Opponents of Same-Sex Marriage often claim that the issue is not one of civil rights; individuals in same-sex couples have the same right to get married as any other individual…to a person of the opposite sex. Many of these detractors consider the expansion of the definition of marriage just to satisfy the desires of homosexuals a “special privilege,” and government should not be in the business of making special accommodations for select citizens.
This line of reasoning has always struck me as particularly unfair. So, I’ve thought of an analogy that properly highlights why Same-Sex Marriage is not an issue of one group demanding extra-constitutional “special privileges,” but one of basic human freedom.
Marriage is defined as the legal/religious union between a man and a woman.
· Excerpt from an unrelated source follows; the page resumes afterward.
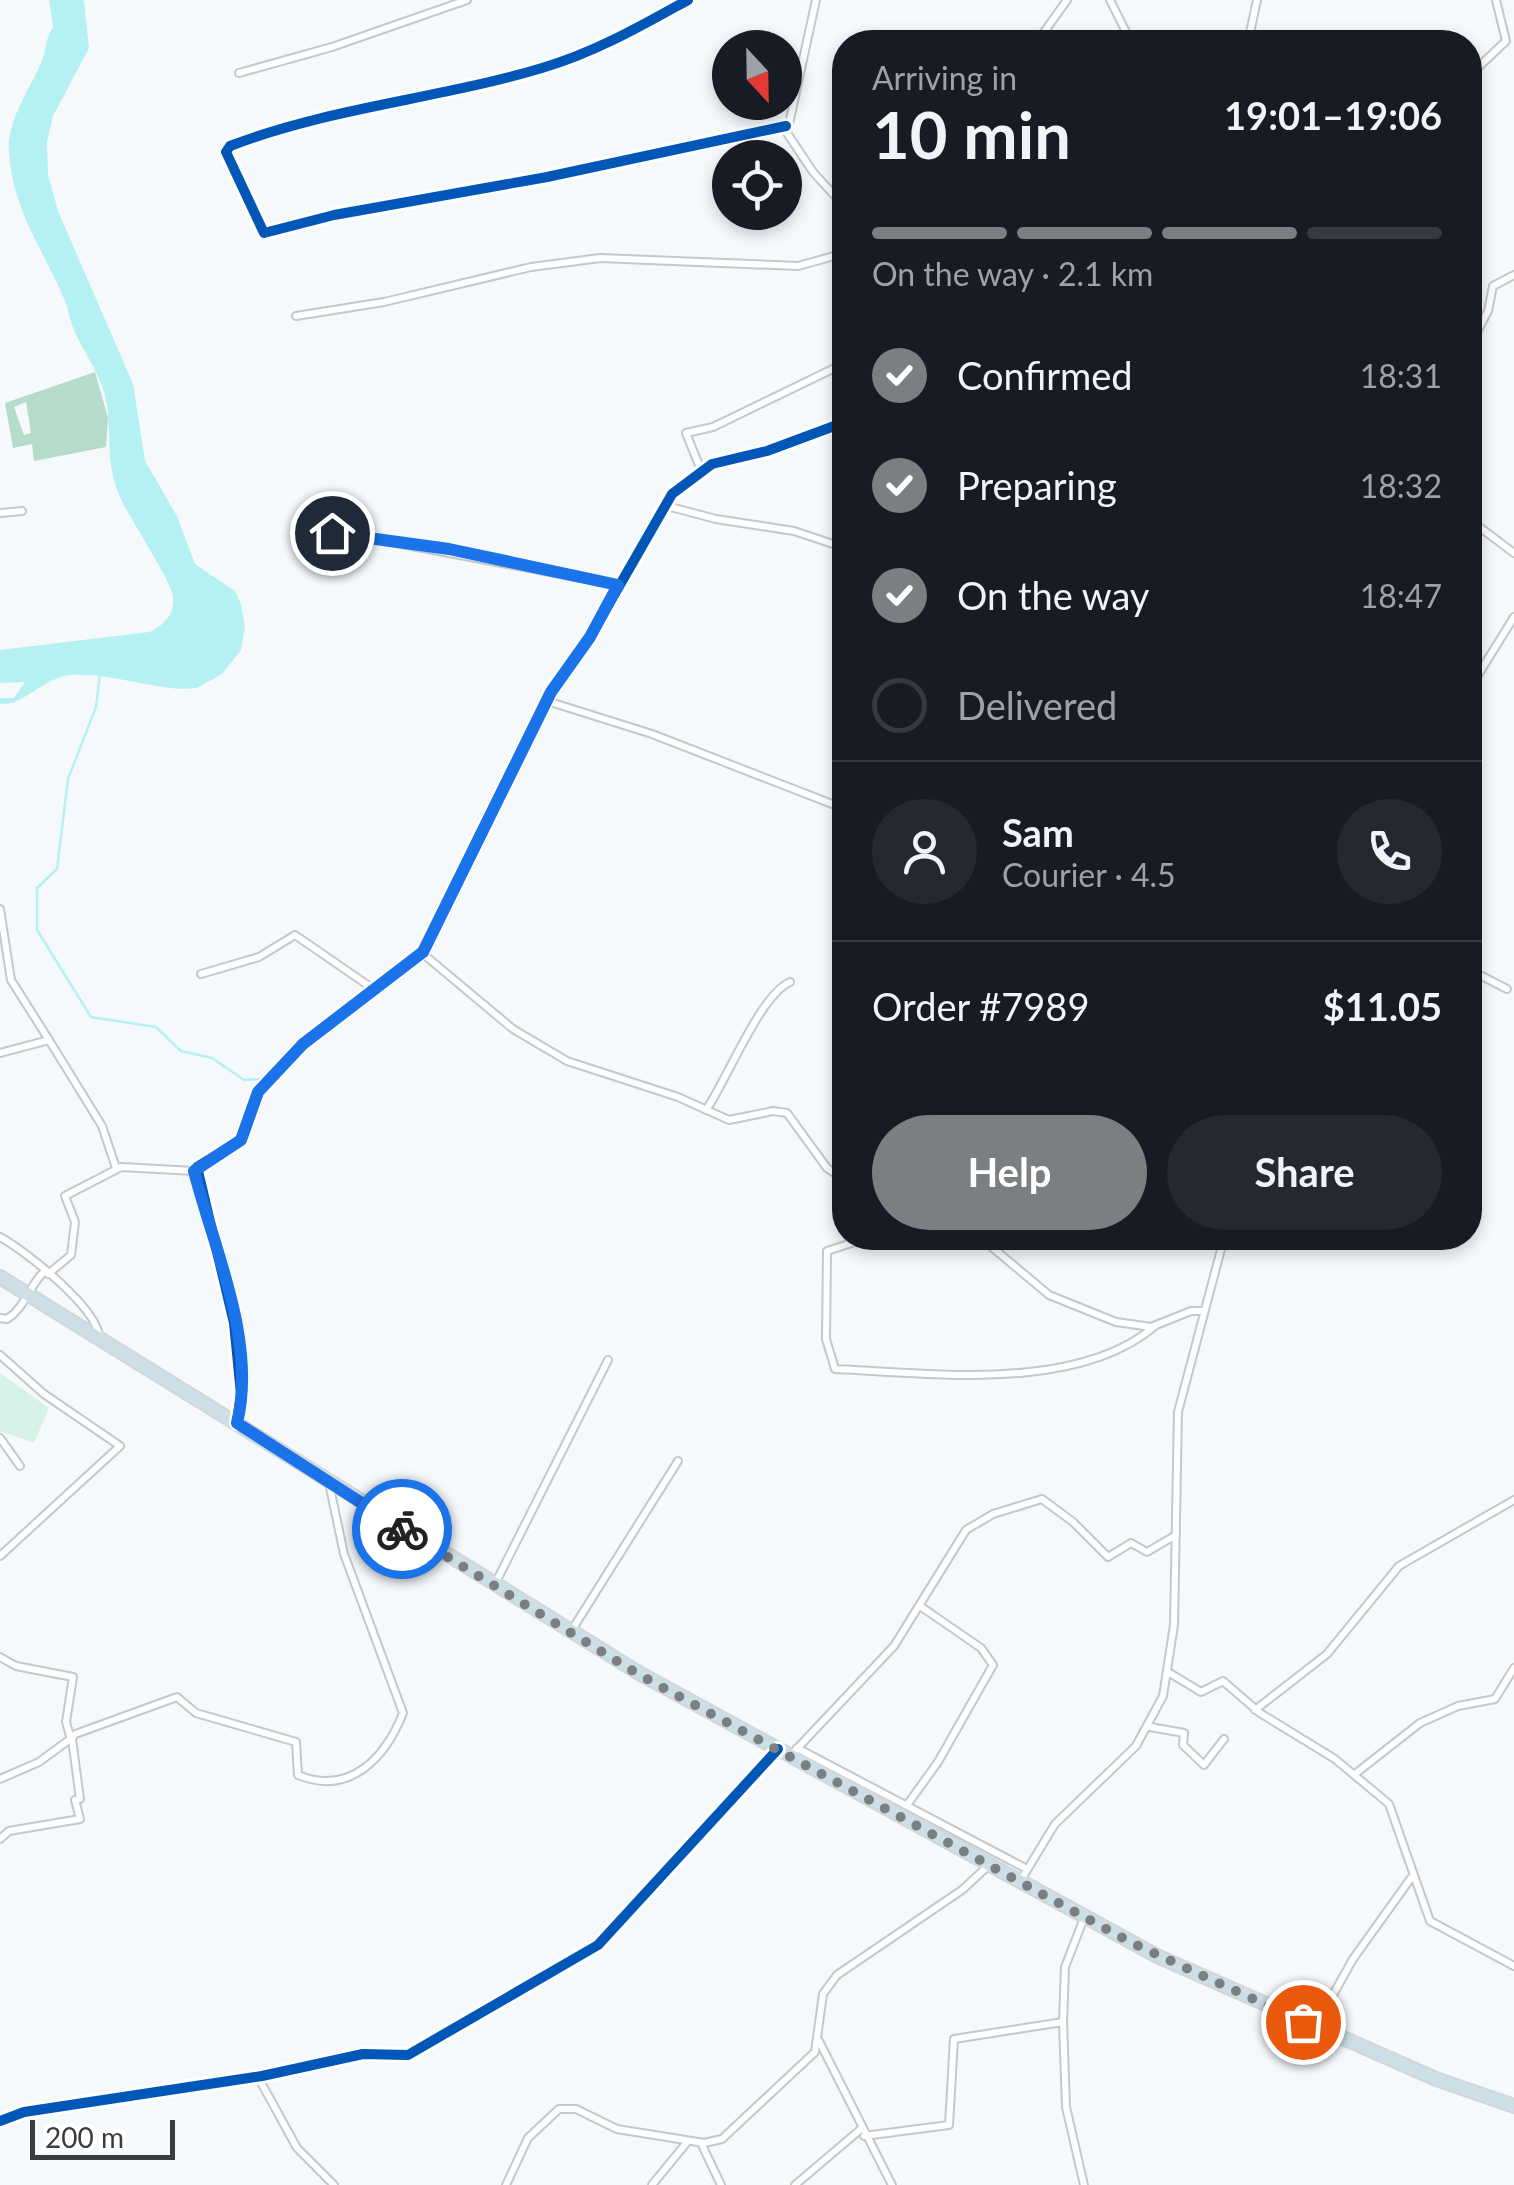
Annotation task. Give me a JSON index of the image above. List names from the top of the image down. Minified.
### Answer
{"scale_bar":"200 m","north":"bottom","page":{"heading":["10 min","Arriving in","19:01–19:06"],"panel":["Sam","Courier · 4.5","Order #7989","$11.05"],"bar":"On the way · 2.1 km","list":[["Confirmed","18:31"],["Preparing","18:32"],["On the way","18:47"],"Delivered"],"buttons":["Help","Share"],"scale":"200 m"}}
All men and women have the right to be married to a member of the opposite sex. Therefore, homosexuals have the same rights as everyone else–to get married to a member of the opposite sex.
Voting is defined as the formal expression of one’s preference for a candidate from the Democrat party. All people who vote have the same right to vote for a Democrat. Therefore, Republicans have the same rights as everyone else–to vote for a Democrat.
If voting doesn’t allow citizens to exercise free choice in the first scenario, how can a narrow definition of marriage allow for a diversity of sexual preferences? The answer is it cannot, and it’s time we as a society revisited some of the basic definitions informing our civil liberties.